▽

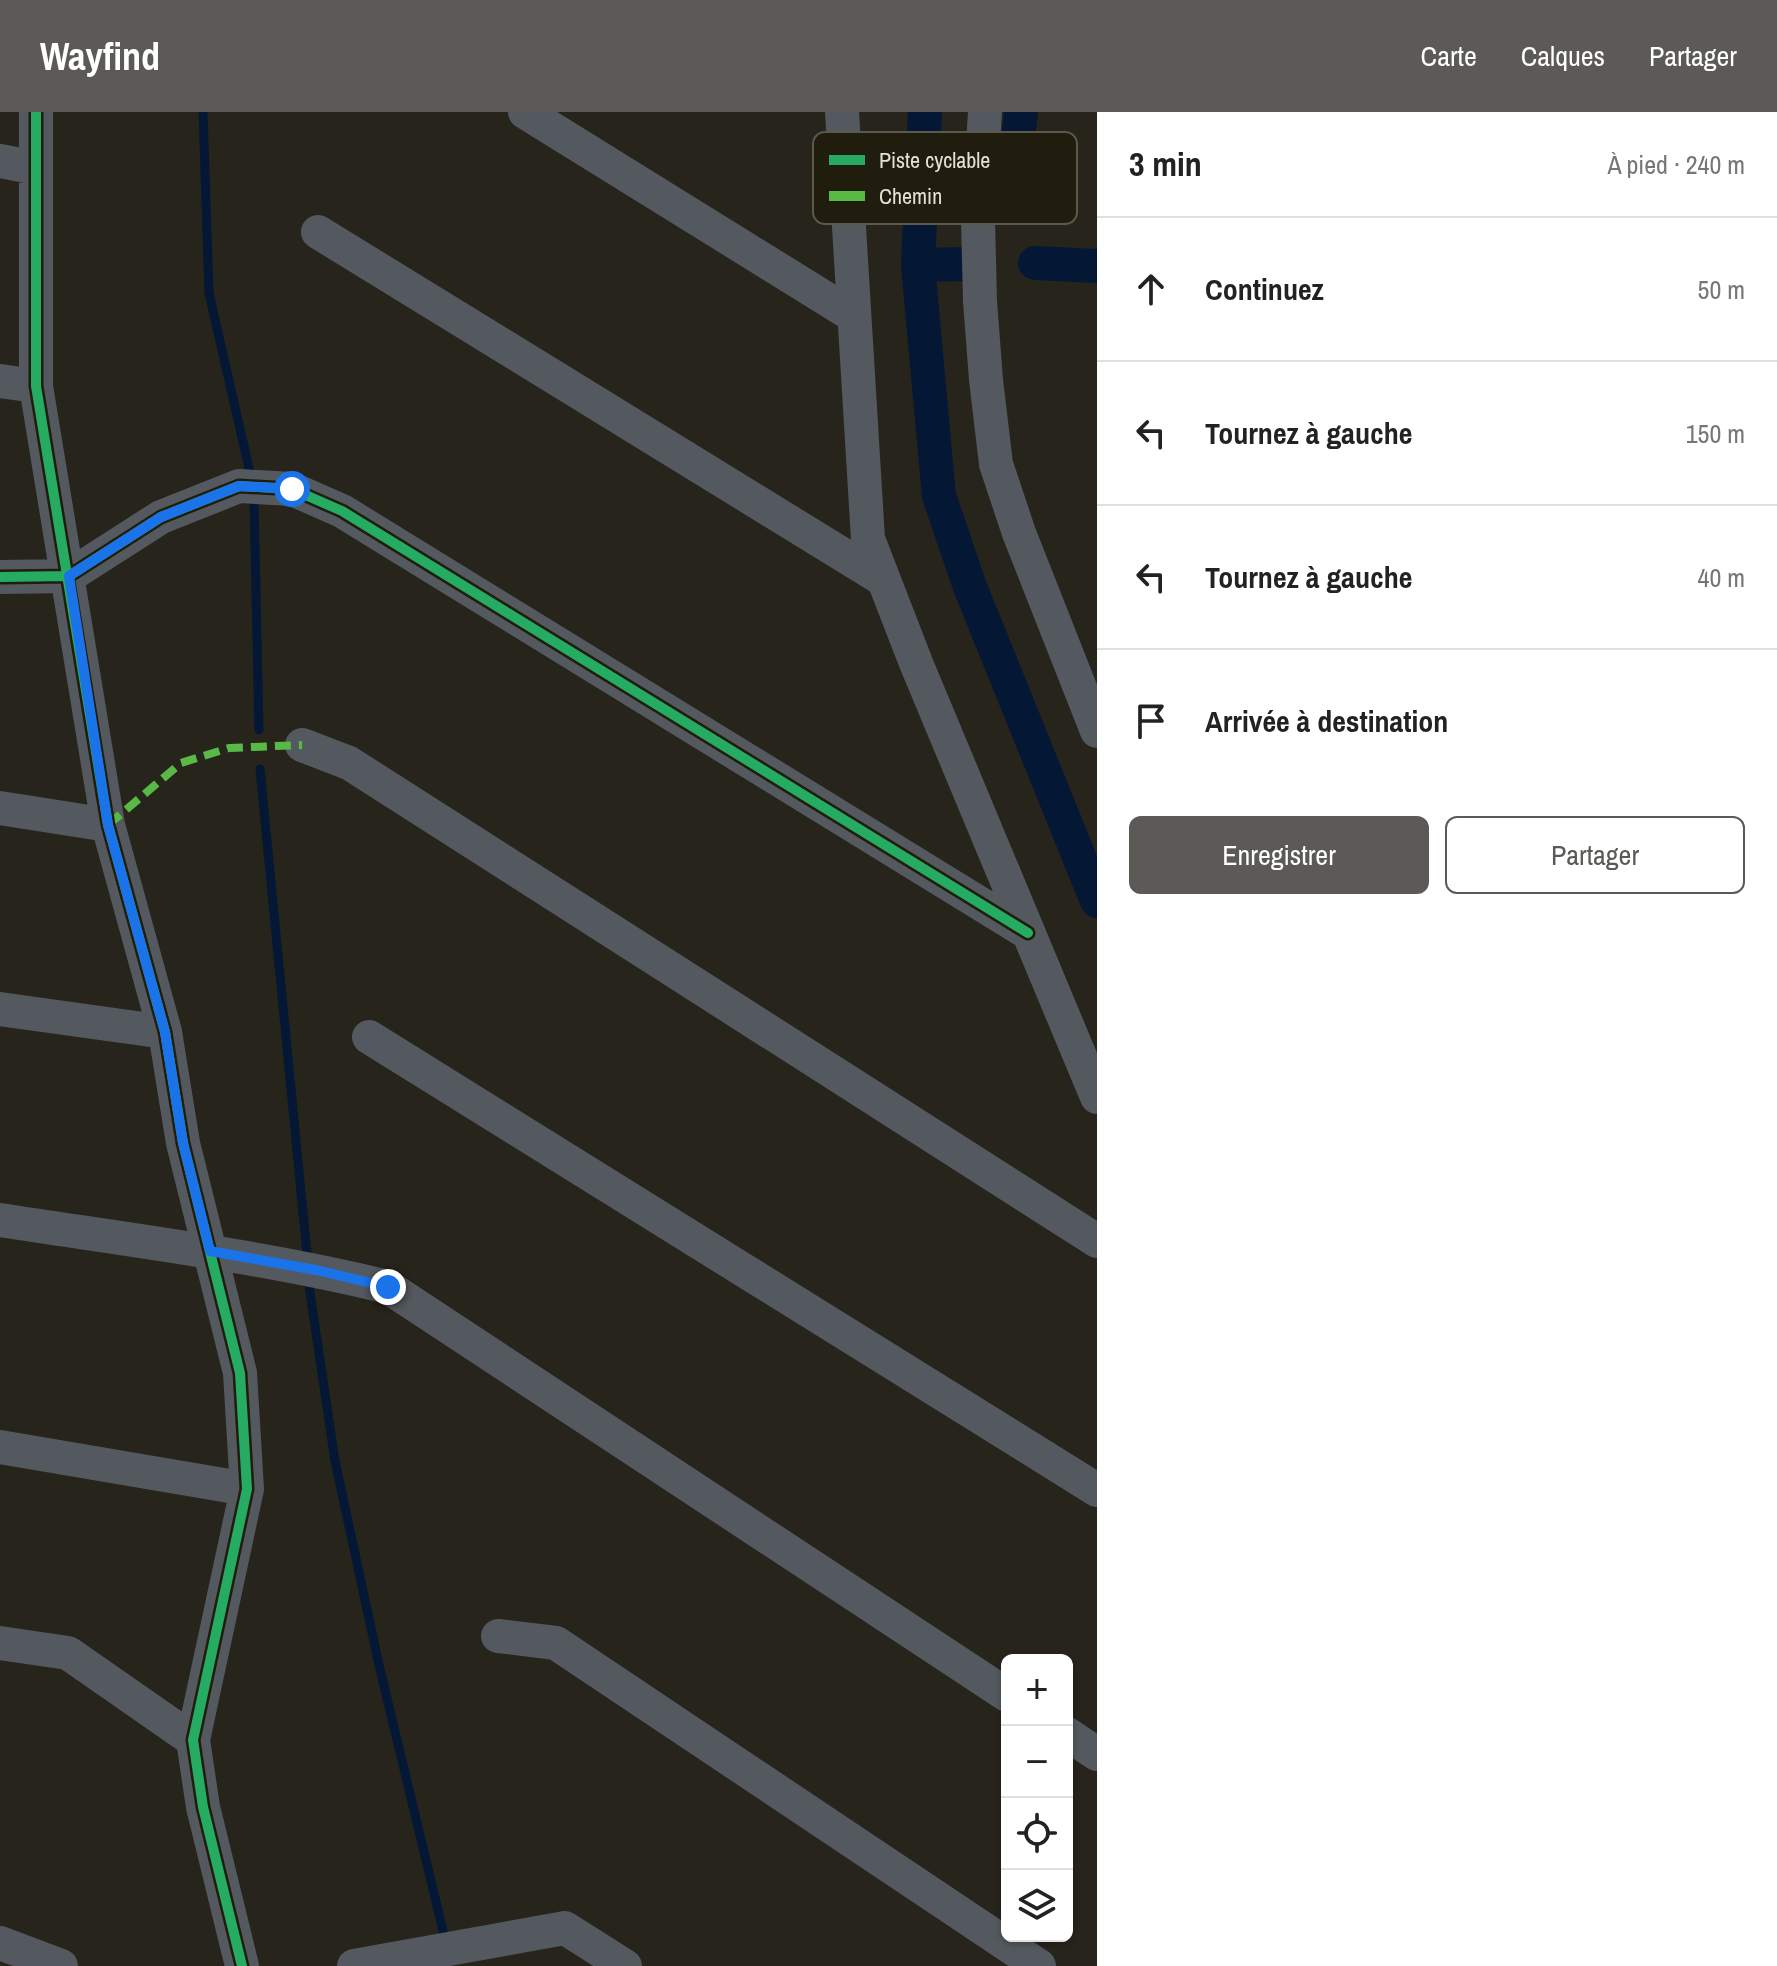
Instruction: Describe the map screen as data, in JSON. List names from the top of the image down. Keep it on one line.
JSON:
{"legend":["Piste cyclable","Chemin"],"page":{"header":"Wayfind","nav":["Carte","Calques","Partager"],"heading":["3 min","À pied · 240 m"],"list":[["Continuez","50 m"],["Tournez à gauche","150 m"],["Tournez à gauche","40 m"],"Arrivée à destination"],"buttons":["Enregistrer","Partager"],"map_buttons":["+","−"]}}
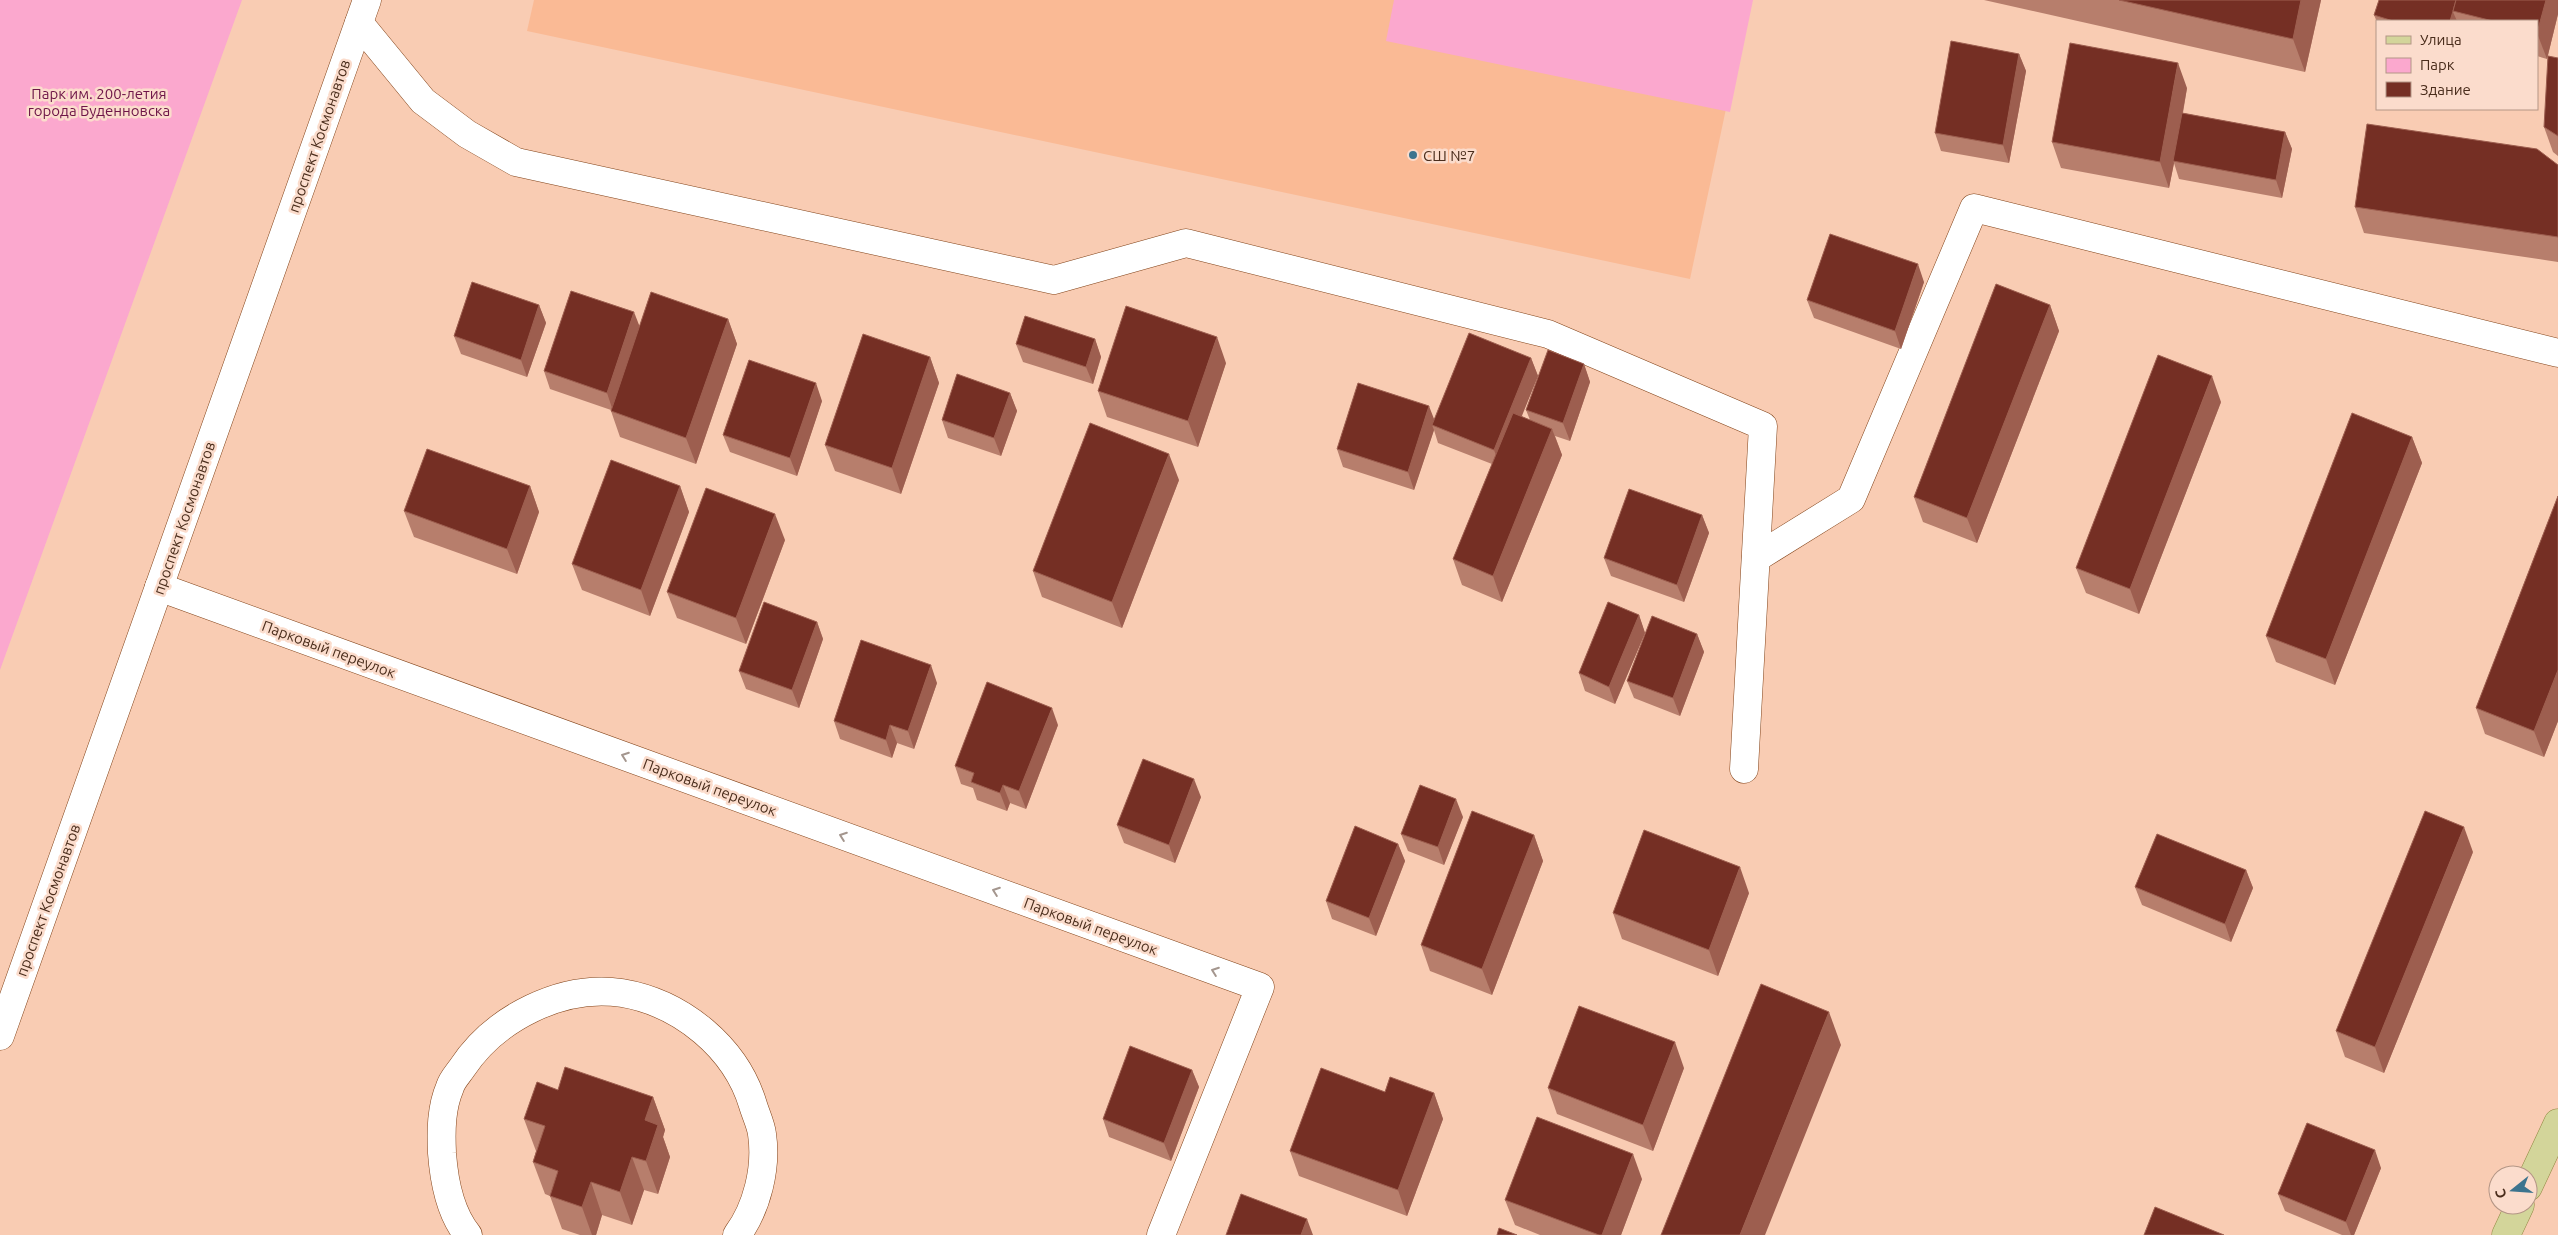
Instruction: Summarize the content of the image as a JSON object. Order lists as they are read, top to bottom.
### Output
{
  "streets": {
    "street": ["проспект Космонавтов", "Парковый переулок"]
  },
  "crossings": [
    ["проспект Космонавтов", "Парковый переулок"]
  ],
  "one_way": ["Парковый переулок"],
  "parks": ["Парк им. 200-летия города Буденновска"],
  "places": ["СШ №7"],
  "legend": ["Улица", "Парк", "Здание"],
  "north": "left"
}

△

• **WHAT THIS TASK INVOLVES**: The listing is to be reproduced in full and exactly, except that its pictures are to be dropped.

• **SOLUTION TO THE PROBLEM**:
Instruction: Describe the map screen as data, in JSON. List names from the top of the image down. Keep it on one line.
JSON:
{"legend":["Piste cyclable","Chemin"],"page":{"header":"Wayfind","nav":["Carte","Calques","Partager"],"heading":["3 min","À pied · 240 m"],"list":[["Continuez","50 m"],["Tournez à gauche","150 m"],["Tournez à gauche","40 m"],"Arrivée à destination"],"buttons":["Enregistrer","Partager"],"map_buttons":["+","−"]}}
Instruction: Summarize the content of the image as a JSON object. Order lists as they are read, top to bottom.
### Output
{
  "streets": {
    "street": ["проспект Космонавтов", "Парковый переулок"]
  },
  "crossings": [
    ["проспект Космонавтов", "Парковый переулок"]
  ],
  "one_way": ["Парковый переулок"],
  "parks": ["Парк им. 200-летия города Буденновска"],
  "places": ["СШ №7"],
  "legend": ["Улица", "Парк", "Здание"],
  "north": "left"
}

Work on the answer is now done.